Type of exual slavery in Niger and Nigeria

Wahaya is a practice whereby girls and women are bought as unofficial wives and are called fifth wives, whereby they have none of the legal rights that legal wives have, as the maximum number of wives allowed by Islam is four. A wahaya is a female slave bought by a male. It is a common practice in Niger and Nigeria. It is a modern form of slavery as these girls and women are used for sexual gratification and domestic and rural labor. Despite the fact that slavery has been criminalized in 2003, wahaya is a form of sexual and labor slavery that is still maintained in Niger. For Islam, the maximum number of wives allowed is four, which is why this practice is also called fifth wife.

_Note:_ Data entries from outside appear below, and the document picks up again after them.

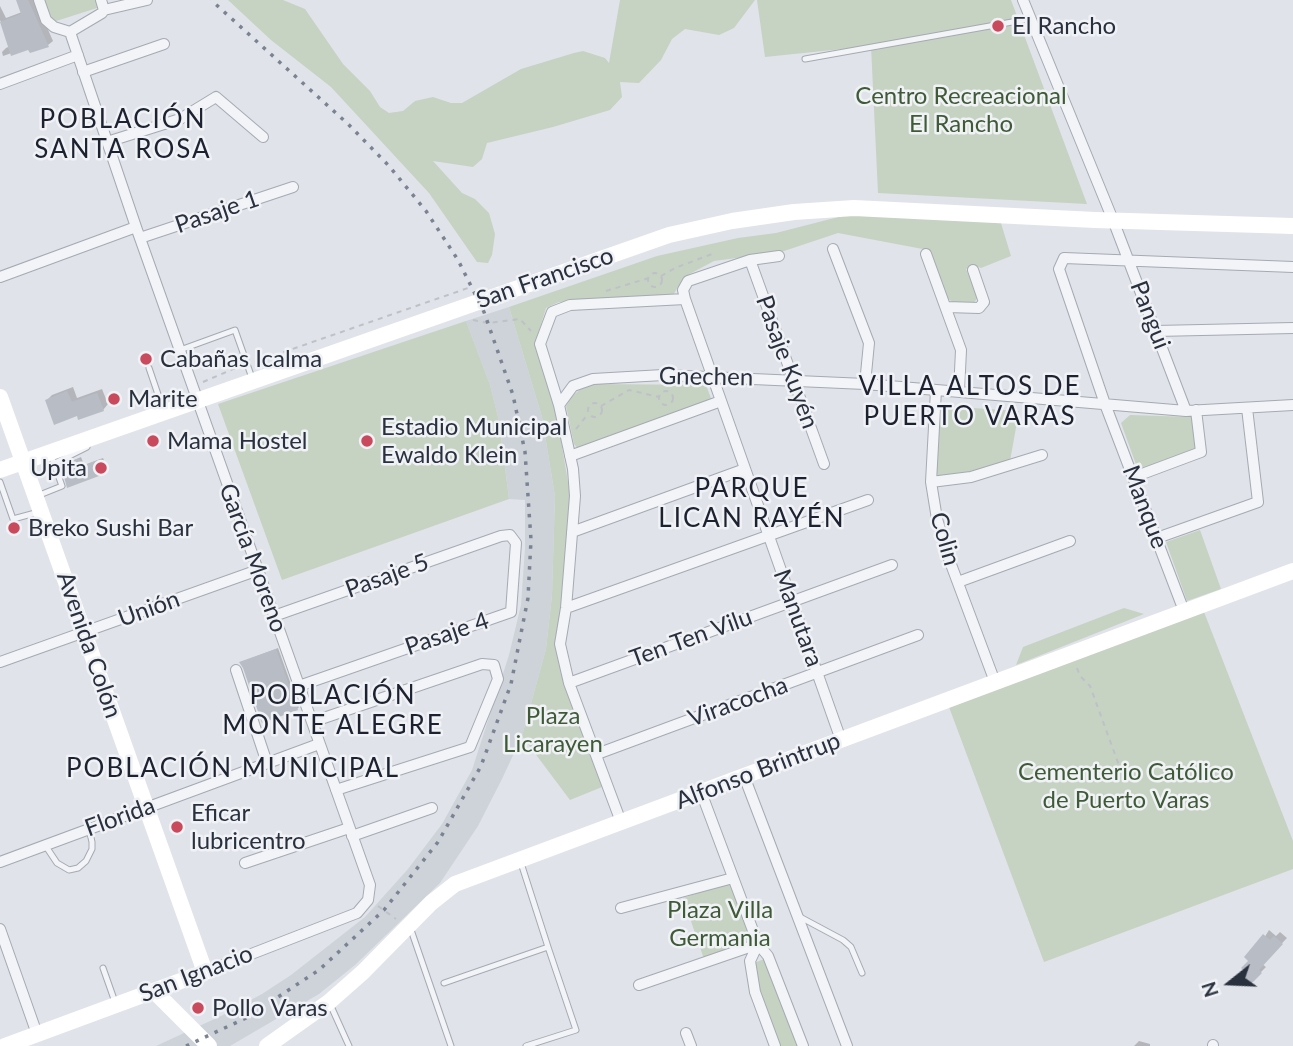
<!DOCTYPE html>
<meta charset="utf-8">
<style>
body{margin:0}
#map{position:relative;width:1293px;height:1046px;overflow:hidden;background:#e0e3e9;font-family:Lato,sans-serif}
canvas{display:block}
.north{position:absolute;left:1195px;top:948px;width:70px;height:70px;-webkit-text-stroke:5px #f0f2f6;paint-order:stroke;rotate:252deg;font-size:19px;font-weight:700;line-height:28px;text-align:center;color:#29313f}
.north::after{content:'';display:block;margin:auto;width:24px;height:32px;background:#29313f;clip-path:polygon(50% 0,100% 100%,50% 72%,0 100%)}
</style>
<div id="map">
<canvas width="1293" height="1046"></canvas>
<div class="north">N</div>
</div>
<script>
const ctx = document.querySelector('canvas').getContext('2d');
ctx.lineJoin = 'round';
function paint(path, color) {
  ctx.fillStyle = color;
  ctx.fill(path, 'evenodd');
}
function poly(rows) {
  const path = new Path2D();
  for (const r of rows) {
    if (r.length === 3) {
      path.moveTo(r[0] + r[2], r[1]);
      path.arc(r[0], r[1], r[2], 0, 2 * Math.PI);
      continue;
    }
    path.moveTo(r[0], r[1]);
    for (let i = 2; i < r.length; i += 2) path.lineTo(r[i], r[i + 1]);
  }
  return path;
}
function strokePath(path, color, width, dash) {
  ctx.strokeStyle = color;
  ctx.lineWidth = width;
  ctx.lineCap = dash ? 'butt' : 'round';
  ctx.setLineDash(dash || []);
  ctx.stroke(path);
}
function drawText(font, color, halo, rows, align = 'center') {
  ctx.font = font + ' Lato,sans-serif';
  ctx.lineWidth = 5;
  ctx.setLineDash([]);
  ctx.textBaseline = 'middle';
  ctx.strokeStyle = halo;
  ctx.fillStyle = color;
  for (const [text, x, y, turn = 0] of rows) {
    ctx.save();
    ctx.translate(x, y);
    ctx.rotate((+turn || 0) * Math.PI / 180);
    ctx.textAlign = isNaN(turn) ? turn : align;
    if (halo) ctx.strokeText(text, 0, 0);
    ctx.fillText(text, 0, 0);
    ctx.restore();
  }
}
const built = poly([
 [509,307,542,417,555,496,552,595,546,649,522,736,502,779,478,826,440,883,355,965,319,994,230,1046,156,1046,223,1015,262,994,291,975,365,917,408,869,442,824,472,770,509,655,521,605,525,548,525,500,509,499,499,421,490,385,466,321]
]);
const green = poly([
 [43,0,98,0,100,7,50,23],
 [228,0,283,0,305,9,343,64,370,91,380,107,389,113,403,111,415,101,433,97,451,103,462,103,521,69,574,53,583,51,605,58,609,63,620,0,755,0,734,28,719,35,685,29,672,39,661,60,639,83,620,82,622,97,610,110,553,127,487,143,482,159,473,167,433,161,462,193,475,199,489,213,495,234,492,255,488,263,477,262,429,193,331,87,271,40],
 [757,0,1011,0,1087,204,878,193,871,46,765,57],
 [850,214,1000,220,1011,256,981,268,976,266,966,269,978,297,974,303,969,304,954,303,947,298,928,250,838,233,781,252,714,261,684,277,672,297,559,302,546,308,537,337,539,355,556,411,570,494,560,654,561,672,602,787,570,800,522,736,546,649,552,595,555,496,542,417,509,307,657,256,738,238,776,233],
 [466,321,490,385,499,421,509,499,282,580,218,404],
 [595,384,706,385,712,401,579,450,574,444,566,406,572,396,582,388],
 [942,406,1019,411,1010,461,970,474,938,477,936,469,938,414],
 [1130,415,1192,417,1197,450,1138,470,1121,423],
 [1200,530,1221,589,1187,601,1166,542],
 [1124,608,1144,614,1016,665,1023,647],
 [1204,612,1293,841,1293,869,1044,962,949,707],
 [725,884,733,886,751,934,745,943,704,959,683,898],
 [764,959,799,1046,778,1046,758,991,754,963]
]);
const shadow = poly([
 [17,0,35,0,53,41,48,45,29,47,3,56,2,52,6,48,25,39,5,32,0,20,0,6,6,18,22,12],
 [73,387,77,398,102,389,108,404,103,410,78,414,47,400,52,395],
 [81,457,84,465,103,458,108,469,106,471,65,464],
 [278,648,299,707,297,709,241,662],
 [1269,930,1276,936,1280,932,1287,938,1262,964,1266,967,1250,983,1248,972,1250,961],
 [1139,1041,1150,1044,1150,1046,1134,1046]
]);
const building = poly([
 [16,0,28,0,49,47,30,53,28,50,11,56,0,22,21,14],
 [67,391,72,402,97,393,104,411,78,420,77,416,54,425,45,400],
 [79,458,82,466,101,459,107,473,67,488,61,466],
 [276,649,298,710,262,723,243,668,239,662],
 [1263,934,1270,940,1274,936,1283,944,1259,970,1262,973,1250,985,1241,977,1246,972,1241,968,1248,961,1244,957]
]);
const path = poly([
 [655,280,7],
 [661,276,675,268,712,254],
 [606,291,649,278],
 [473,320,488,323,520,319,531,331],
 [255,362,468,288],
 [203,382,240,366],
 [666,398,7],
 [595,410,7],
 [601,406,629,390,659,397],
 [576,429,588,414],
 [1077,668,1080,676,1090,686,1124,779],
 [378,906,396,919]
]);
const lane = poly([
 [805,59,1029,19],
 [180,350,235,330,252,378],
 [149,368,164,412],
 [55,463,87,447],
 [0,482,13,519,39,512],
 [37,496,62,486,51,455],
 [45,845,57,863,69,870,78,868,86,861,92,849,92,842,89,829],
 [800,917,843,940,851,947,862,973],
 [410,927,451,1046],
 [103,968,115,1002],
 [444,983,548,947,521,863],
 [330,1004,349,1046],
 [526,1046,576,1030,548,947]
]);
const street = poly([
 [39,0,46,20,54,27,70,32],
 [1023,0,1113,220,1186,411],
 [104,10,147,0],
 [70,32,136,227,370,885,368,900,357,913,205,972],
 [70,32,102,13,104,10,101,0],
 [83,72,164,44],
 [0,84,78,55],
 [107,142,180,119,216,97,263,137],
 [140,238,293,187],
 [833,249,869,343,865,384],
 [926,254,961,350,959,392],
 [750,260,824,464],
 [0,277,136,227],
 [685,299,841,740],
 [947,307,979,308,984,302,973,270],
 [1156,331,1293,328],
 [936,390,931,482,937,519,949,559,995,682],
 [559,405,540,344,552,312,570,305,685,299,683,290,688,281,750,260,779,256],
 [570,456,721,401],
 [1134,477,1201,452,1196,410],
 [931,482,971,477,1042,455],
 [572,532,745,469],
 [1157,538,1258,502,1247,408],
 [958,582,1070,541],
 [566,608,868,500],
 [1184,611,1105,404,1059,269,1064,258,1293,267],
 [274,616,501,536,510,535,516,543,511,612,299,686],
 [0,662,258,570],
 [236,670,267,763],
 [569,683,892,565],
 [312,722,482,664,494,665,498,679,470,747,336,790],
 [597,754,918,635],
 [744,776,847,1046],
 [701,792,758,944,768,956,803,1046],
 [621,822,569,683,560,644,566,608,575,496,573,469,559,405,573,386,593,379,663,375,865,384,1186,411,1293,405],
 [352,836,432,808],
 [0,862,319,744],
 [245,863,349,828],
 [621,908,733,878],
 [0,929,37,1034],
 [758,944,750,961,755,992,775,1046],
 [639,985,758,944],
 [686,1033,691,1046],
 [1213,1045,1213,1046]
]);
const secondary = poly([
 [0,397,205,972,5,1046],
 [0,470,669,235,732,221,794,212,854,208,1095,220,1293,226],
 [154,991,209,1046],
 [267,1046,329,1002,363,972,431,903,455,884,1293,571]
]);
const rail = poly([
 [186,1046,246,1018,319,970,384,910,438,842,481,766,511,684,528,598,531,540,525,452,513,395,484,312,458,260,426,211,389,166,348,124,211,0]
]);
const markers = [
 [998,26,7,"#c94a5d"],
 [146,359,7,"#c94a5d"],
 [114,399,7,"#c94a5d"],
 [153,441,7,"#c94a5d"],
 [367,441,7,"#c94a5d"],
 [101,468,7,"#c94a5d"],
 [14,528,7,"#c94a5d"],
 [177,827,7,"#c94a5d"],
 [198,1008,7,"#c94a5d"]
];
const poiNames = [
 ["El Rancho",1012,26],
 ["Cabañas Icalma",160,359],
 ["Marite",128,399],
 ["Estadio Municipal",381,427],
 ["Ewaldo Klein",381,455],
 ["Mama Hostel",167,441],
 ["Upita",87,468,"right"],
 ["Breko Sushi Bar",28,528],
 ["Eficar",191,813],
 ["lubricentro",191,841],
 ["Pollo Varas",212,1008]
];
const parkNames = [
 ["Centro Recreacional",961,96],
 ["El Rancho",961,124],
 ["Plaza",553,716],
 ["Licarayen",553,744],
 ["Cementerio Católico",1126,772],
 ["de Puerto Varas",1126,800],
 ["Plaza Villa",720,910],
 ["Germania",720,938]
];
const streetNames = [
 ["Pasaje 1",217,212,-19],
 ["San Francisco",545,278,-19],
 ["Pangui",1150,315,69],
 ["Pasaje Kuyén",787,362,70],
 ["Gnechen",706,377,1],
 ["Manque",1145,507,69],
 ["Colin",945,539,74],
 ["García Moreno",253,558,70],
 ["Pasaje 5",387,576,-20],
 ["Unión",149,609,-20],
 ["Manutara",798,618,70],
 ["Pasaje 4",447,634,-19],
 ["Ten Ten Vilu",691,638,-20],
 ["Avenida Colón",89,645,71],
 ["Viracocha",738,702,-20],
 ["Alfonso Brintrup",758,771,-21],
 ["Florida",120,817,-20],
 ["San Ignacio",196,974,-21]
];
const neighbourhoodNames = [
 ["POBLACIÓN",123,120],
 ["SANTA ROSA",123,150],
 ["VILLA ALTOS DE",970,387],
 ["PUERTO VARAS",970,417],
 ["PARQUE",752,489],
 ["LICAN RAYÉN",752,519],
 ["POBLACIÓN",333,696],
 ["MONTE ALEGRE",333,726],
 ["POBLACIÓN MUNICIPAL",233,769]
];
paint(built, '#ced3da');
paint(green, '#c6d2c2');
paint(shadow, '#0003');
paint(building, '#b8bdc5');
strokePath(lane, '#a5aab3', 7);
strokePath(street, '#a5aab3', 12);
strokePath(path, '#bec1c7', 2, [5, 5]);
strokePath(lane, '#f3f4f7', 5);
strokePath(street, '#f3f4f7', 10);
strokePath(secondary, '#fff', 16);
strokePath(rail, '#7a8391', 3.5, [3.5, 7]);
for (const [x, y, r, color] of markers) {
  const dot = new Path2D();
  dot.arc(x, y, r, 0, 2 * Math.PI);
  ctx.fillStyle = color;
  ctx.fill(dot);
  strokePath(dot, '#f0f2f6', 2.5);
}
drawText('24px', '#29313f', '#f0f2f6', poiNames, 'left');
drawText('24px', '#3e5a37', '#f0f2f6', parkNames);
drawText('24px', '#29313f', '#f0f2f6', streetNames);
ctx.letterSpacing = '2px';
drawText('26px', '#1c2230', '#f0f2f6', neighbourhoodNames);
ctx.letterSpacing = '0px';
</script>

Wahaya are girls and women bought and exploited as property by wealthy religious leaders or political dignitaries to be used as free labor and for the sexual gratification of their masters, who assault them at will when they are not with their lawful wives.
A woman cannot buy a wahaya because sexual exploitation is implicit in the term. A wahaya is usually acquired through sale by her master or mistress once she reaches puberty, around the age of 12. Once sold, the wahaya must move in with her master's family and work for him and his wives without remuneration.

In the Tahoua region, it has become a sign of wealth among dignitaries, traders and large farmers and herdsmen. Since Islam prohibits having more than four wives and forbids having female slaves, a Muslim man can have up to four legal wives and then acquire any number of "fifth wives".
It is a way of circumventing Islamic law.